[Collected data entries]
______

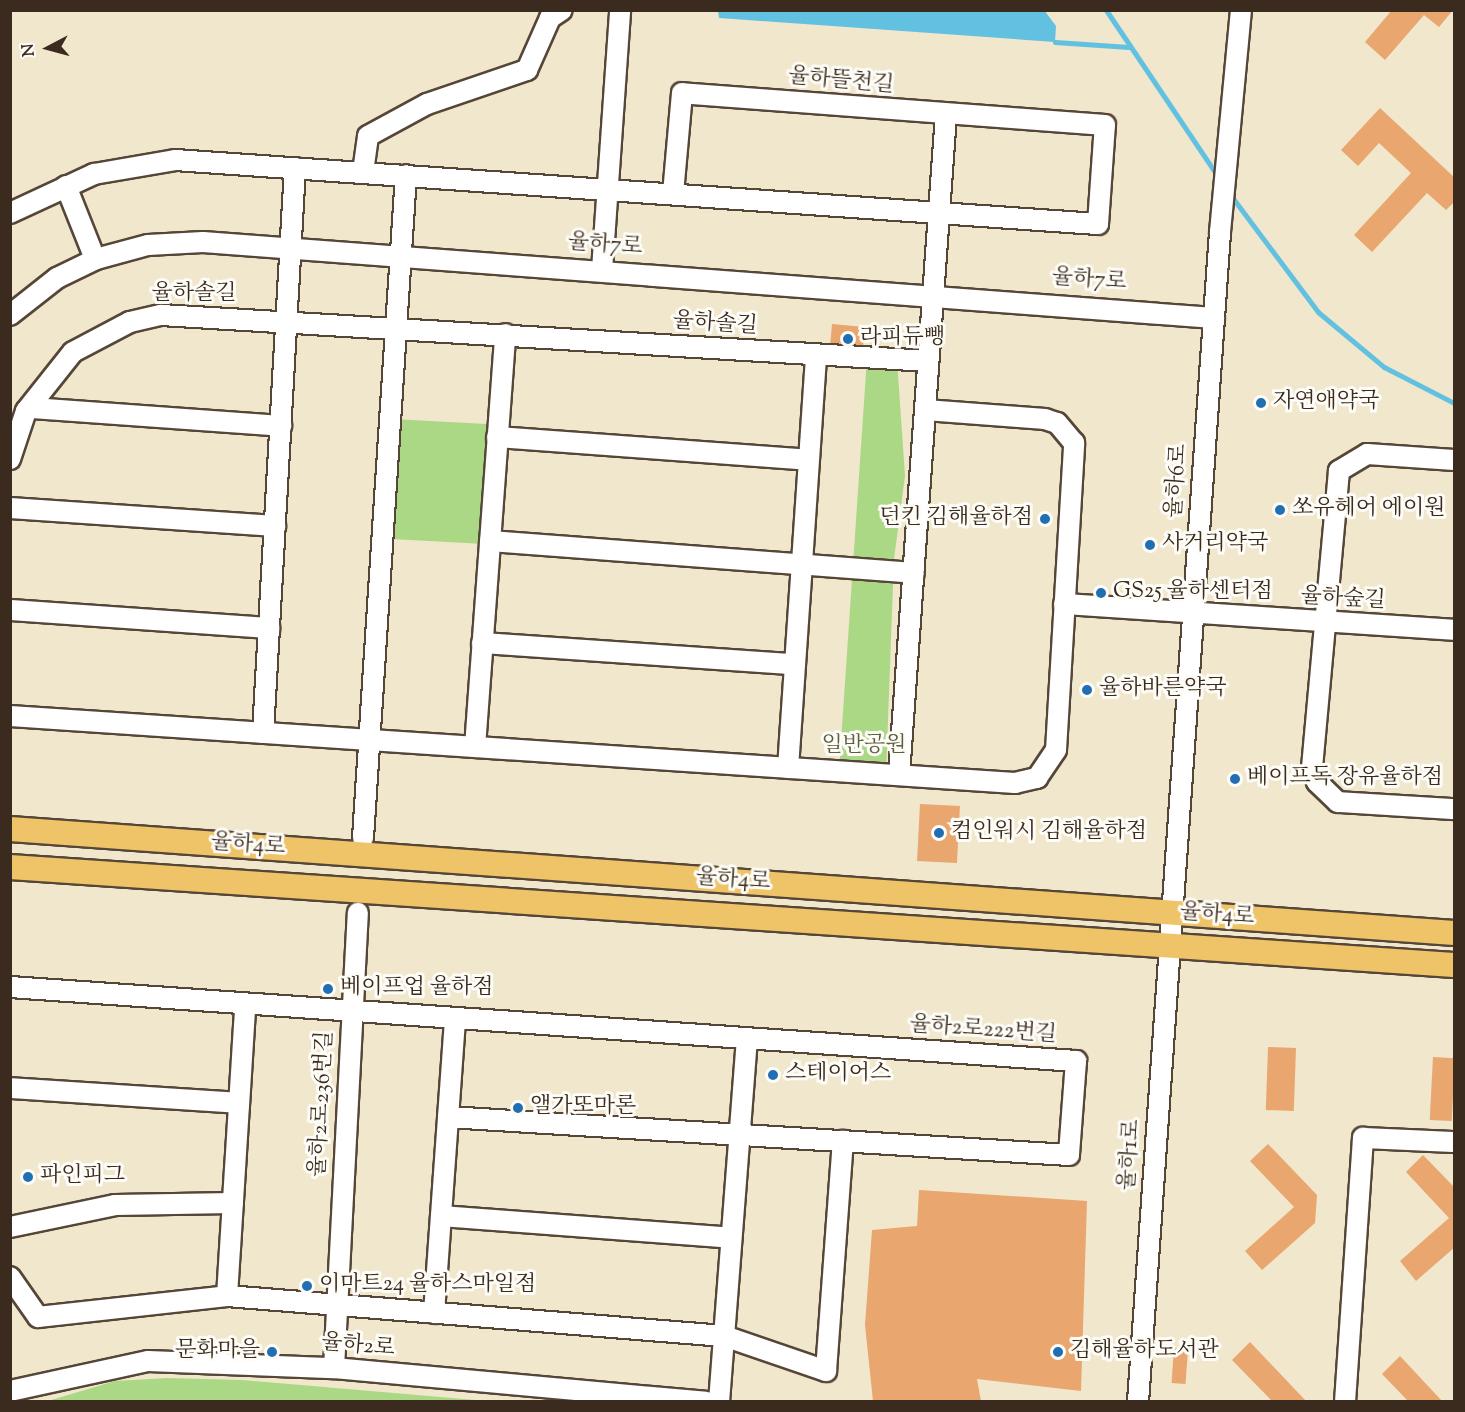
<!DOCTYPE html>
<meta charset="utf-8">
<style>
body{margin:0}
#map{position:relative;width:1465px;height:1412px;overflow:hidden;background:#f0e7cc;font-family:"Sorts Mill Goudy","Noto Serif KR",serif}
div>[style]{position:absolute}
.green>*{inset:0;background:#abd885;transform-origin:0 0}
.water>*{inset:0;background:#62c1e1}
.stream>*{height:5px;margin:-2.5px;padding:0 2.5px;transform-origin:2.5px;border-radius:2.5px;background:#62c1e1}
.building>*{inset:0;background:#e9a66f;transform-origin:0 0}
.roads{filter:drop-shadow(2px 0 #564638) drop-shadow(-2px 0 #564638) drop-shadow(0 2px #564638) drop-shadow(0 -2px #564638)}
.minor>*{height:20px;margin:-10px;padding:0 10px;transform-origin:10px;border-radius:10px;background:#fff}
.major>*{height:24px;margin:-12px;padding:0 12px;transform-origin:12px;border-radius:12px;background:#efc469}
.dots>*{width:16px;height:16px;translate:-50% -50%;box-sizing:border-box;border:3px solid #fdfcf7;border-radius:50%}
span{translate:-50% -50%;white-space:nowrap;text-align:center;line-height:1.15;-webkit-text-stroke:6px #fdfcf7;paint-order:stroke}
.street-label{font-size:22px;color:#3b2a1e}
.poi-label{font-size:22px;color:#3b2a1e}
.left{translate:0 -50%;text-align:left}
.right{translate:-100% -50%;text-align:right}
.park-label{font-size:22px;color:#5d5e3d}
.frame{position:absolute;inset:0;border:12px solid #3b2a1e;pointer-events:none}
.north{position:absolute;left:18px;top:18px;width:60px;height:60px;-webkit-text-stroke:4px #fdfcf7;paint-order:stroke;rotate:264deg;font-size:16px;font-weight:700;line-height:24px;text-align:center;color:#3b2a1e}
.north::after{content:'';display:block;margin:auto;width:21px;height:27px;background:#3b2a1e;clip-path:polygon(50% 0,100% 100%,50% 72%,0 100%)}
</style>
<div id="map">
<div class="green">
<div style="clip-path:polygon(867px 358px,897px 360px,905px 476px,894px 559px,886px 774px,839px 771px)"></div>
<div style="left:393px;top:419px;width:103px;height:120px;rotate:3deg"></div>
<div style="clip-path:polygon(167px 1378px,242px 1380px,487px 1401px,48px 1401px,115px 1381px)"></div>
</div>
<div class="water">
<div style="clip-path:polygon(1044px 10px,1056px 26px,1055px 42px,719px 18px,718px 11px)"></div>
</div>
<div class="stream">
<div style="left:1106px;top:10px;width:202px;rotate:56.1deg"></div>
<div style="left:1055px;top:42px;width:74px;rotate:3.9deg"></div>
<div style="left:1229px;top:193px;width:149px;rotate:53.2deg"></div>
<div style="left:1318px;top:312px;width:86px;rotate:39.8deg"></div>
<div style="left:1384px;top:367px;width:79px;rotate:27.2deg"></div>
</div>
<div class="building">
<div style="clip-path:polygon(1392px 10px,1453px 10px,1439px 27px,1424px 15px,1385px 60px,1365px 42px)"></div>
<div style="clip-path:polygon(1380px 108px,1455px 178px,1455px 201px,1446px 210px,1427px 193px,1372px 252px,1354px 235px,1411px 173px,1379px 143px,1358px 166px,1341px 150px)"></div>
<div style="left:832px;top:324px;width:33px;height:19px;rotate:5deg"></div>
<div style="left:920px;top:804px;width:40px;height:57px;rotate:3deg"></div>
<div style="left:1268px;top:1047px;width:28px;height:63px;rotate:2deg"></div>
<div style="left:1433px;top:1057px;width:22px;height:63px;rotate:3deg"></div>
<div style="clip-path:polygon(1268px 1144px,1317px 1195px,1315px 1223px,1262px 1270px,1245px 1251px,1294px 1207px,1250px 1161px)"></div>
<div style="clip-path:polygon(1423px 1155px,1455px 1188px,1455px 1247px,1416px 1281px,1400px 1261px,1449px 1218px,1406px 1172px)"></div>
<div style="clip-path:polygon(919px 1190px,1087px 1201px,1081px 1391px,977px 1379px,981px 1401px,873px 1401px,865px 1325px,872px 1230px,917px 1226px)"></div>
<div style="clip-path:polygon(1250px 1342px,1306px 1401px,1272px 1401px,1232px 1360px)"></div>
<div style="left:1174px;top:1348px;width:14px;height:35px;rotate:4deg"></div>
<div style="clip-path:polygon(1400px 1356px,1442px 1401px,1408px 1401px,1382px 1374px)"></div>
</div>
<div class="roads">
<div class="minor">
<div style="left:363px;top:172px;width:36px;rotate:-82deg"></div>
<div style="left:368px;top:136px;width:67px;rotate:-28.5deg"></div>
<div style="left:427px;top:104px;width:106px;rotate:-18.8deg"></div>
<div style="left:527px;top:70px;width:57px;rotate:-66.1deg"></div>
<div style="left:550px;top:18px;width:14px;rotate:-34deg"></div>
<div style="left:66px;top:186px;width:79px;rotate:68.3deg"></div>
<div style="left:10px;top:213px;width:93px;rotate:-24.9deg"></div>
<div style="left:94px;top:174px;width:82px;rotate:-9.8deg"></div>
<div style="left:175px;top:160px;width:925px;rotate:3.97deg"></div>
<div style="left:1098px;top:224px;width:99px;rotate:-86deg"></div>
<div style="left:1105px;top:125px;width:424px;rotate:-175.7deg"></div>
<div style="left:682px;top:93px;width:101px;rotate:95.1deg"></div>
<div style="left:602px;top:270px;width:261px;rotate:-86deg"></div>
<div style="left:10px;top:315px;width:60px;rotate:-38.2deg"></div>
<div style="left:57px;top:278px;width:43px;rotate:-26deg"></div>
<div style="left:96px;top:259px;width:54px;rotate:-15.1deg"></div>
<div style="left:148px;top:245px;width:55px;rotate:-3.1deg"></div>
<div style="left:203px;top:242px;width:1014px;rotate:4.3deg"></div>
<div style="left:32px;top:408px;width:250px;rotate:4.1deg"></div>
<div style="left:497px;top:437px;width:312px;rotate:4.2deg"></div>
<div style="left:10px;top:459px;width:51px;rotate:-71.6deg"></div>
<div style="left:26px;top:411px;width:75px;rotate:-51.5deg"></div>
<div style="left:73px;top:352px;width:64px;rotate:-27.8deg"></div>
<div style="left:130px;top:322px;width:32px;rotate:-13deg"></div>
<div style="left:161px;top:315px;width:768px;rotate:3.43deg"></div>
<div style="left:1454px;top:460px;width:87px;rotate:-176.1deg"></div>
<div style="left:1367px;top:454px;width:33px;rotate:149deg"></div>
<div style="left:1339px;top:471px;width:298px;rotate:95.2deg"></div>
<div style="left:1312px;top:768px;width:15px;rotate:70deg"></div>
<div style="left:1317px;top:782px;width:29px;rotate:44deg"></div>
<div style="left:1338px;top:802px;width:116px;rotate:3.5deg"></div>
<div style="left:10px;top:508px;width:266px;rotate:3.9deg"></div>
<div style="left:490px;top:541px;width:425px;rotate:4.3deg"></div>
<div style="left:1064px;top:604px;width:391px;rotate:3.8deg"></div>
<div style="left:10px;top:610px;width:260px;rotate:4deg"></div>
<div style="left:482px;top:643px;width:313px;rotate:3.9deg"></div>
<div style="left:10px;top:716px;width:1007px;rotate:3.81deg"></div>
<div style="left:1015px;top:783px;width:23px;rotate:-13deg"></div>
<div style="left:1037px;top:778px;width:34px;rotate:-56deg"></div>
<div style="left:1056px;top:750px;width:308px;rotate:-86.6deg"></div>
<div style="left:1074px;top:443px;width:26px;rotate:-130deg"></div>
<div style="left:1057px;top:423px;width:13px;rotate:-162deg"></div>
<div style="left:1045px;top:419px;width:120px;rotate:-175.7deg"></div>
<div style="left:263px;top:733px;width:566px;rotate:-86.76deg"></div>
<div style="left:475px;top:747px;width:414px;rotate:-85.8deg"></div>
<div style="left:788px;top:768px;width:413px;rotate:-86.1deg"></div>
<div style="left:899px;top:775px;width:663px;rotate:-85.93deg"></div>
<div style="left:363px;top:838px;width:664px;rotate:-86.29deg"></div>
<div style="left:10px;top:987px;width:1069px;rotate:3.97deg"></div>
<div style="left:1076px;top:1061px;width:94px;rotate:94.3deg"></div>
<div style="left:1069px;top:1155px;width:622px;rotate:-176.5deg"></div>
<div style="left:10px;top:1088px;width:229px;rotate:3.7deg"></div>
<div style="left:441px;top:1216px;width:291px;rotate:4.3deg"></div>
<div style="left:10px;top:1227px;width:107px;rotate:-11.8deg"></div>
<div style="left:115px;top:1205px;width:118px;rotate:-1deg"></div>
<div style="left:10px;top:1277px;width:49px;rotate:55deg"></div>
<div style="left:38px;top:1317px;width:190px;rotate:-6.3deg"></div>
<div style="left:227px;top:1296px;width:499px;rotate:4.6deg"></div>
<div style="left:724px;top:1336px;width:108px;rotate:18.9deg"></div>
<div style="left:826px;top:1371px;width:231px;rotate:-85.8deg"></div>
<div style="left:227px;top:1296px;width:291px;rotate:-86.4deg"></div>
<div style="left:434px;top:1313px;width:295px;rotate:-85.9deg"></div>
<div style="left:334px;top:1368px;width:456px;rotate:-87deg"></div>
<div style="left:10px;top:1391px;width:141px;rotate:-12.3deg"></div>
<div style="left:148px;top:1361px;width:186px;rotate:2.2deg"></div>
<div style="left:334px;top:1368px;width:373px;rotate:5.2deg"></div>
<div style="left:719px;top:1402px;width:364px;rotate:-85.6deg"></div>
<div style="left:1138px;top:1402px;width:1173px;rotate:-85.99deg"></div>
<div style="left:1220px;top:232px;width:223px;rotate:-84.6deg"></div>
<div style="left:1345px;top:1402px;width:265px;rotate:-86.1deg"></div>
<div style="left:1363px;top:1138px;width:91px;rotate:2.5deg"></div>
</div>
<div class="major">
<div style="left:10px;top:829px;width:1448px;rotate:4.12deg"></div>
<div style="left:10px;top:867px;width:1447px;rotate:3.88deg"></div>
</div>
</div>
<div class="dots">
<div style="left:848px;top:339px;background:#1f6fb2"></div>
<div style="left:1261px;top:403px;background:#1f6fb2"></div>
<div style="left:1280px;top:510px;background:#1f6fb2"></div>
<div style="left:1045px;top:519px;background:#1f6fb2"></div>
<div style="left:1150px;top:545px;background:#1f6fb2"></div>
<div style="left:1101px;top:593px;background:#1f6fb2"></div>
<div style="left:1087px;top:690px;background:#1f6fb2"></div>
<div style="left:1235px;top:779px;background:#1f6fb2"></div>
<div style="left:939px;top:833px;background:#1f6fb2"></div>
<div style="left:328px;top:989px;background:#1f6fb2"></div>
<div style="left:773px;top:1075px;background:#1f6fb2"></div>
<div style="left:518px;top:1108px;background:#1f6fb2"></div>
<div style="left:28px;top:1177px;background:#1f6fb2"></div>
<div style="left:307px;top:1286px;background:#1f6fb2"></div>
<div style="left:272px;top:1352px;background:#1f6fb2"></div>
<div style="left:1058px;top:1352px;background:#1f6fb2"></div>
</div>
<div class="street-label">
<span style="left:841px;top:82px;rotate:5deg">율하뜰천길</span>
<span style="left:605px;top:246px;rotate:4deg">율하7로</span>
<span style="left:1089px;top:281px;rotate:4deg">율하7로</span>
<span style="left:194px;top:295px">율하솔길</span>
<span style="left:715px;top:325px;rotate:4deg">율하솔길</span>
<span style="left:1178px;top:481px;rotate:-86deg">율하6로</span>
<span style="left:1343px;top:600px;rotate:3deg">율하숲길</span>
<span style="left:248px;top:846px;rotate:4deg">율하4로</span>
<span style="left:733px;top:881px;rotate:4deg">율하4로</span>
<span style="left:1217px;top:916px;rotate:4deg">율하4로</span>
<span style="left:983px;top:1031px;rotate:4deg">율하2로222번길</span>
<span style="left:323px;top:1104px;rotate:-87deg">율하2로236번길</span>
<span style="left:1131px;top:1155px;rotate:-86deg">율하1로</span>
<span style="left:358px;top:1347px;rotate:5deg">율하2로</span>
</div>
<div class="poi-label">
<span class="left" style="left:860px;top:339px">라피듀뺑</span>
<span class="left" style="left:1273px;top:403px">자연애약국</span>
<span class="left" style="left:1292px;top:510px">쏘유헤어 에이원</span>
<span class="right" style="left:1033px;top:519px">던킨 김해율하점</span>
<span class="left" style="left:1162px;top:545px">사거리약국</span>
<span class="left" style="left:1113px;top:593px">GS25 율하센터점</span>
<span class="left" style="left:1099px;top:690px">율하바른약국</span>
<span class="left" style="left:1247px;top:779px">베이프독 장유율하점</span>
<span class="left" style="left:951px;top:833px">컴인워시 김해율하점</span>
<span class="left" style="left:340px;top:989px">베이프업 율하점</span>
<span class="left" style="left:785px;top:1075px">스테이어스</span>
<span class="left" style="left:530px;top:1108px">앨가또마론</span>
<span class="left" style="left:40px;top:1177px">파인피그</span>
<span class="left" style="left:319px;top:1286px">이마트24 율하스마일점</span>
<span class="right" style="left:260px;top:1352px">문화마을</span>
<span class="left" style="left:1070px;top:1352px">김해율하도서관</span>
</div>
<div class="park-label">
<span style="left:864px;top:747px">일반공원</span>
</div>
<div class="frame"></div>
<div class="north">N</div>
</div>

______

Work instruction » When a line in the records above holds "stream", that line is to be reported.

Exercise response »
.stream>*{height:5px;margin:-2.5px;padding:0 2.5px;transform-origin:2.5px;border-radius:2.5px;background:#62c1e1}
<div class="stream">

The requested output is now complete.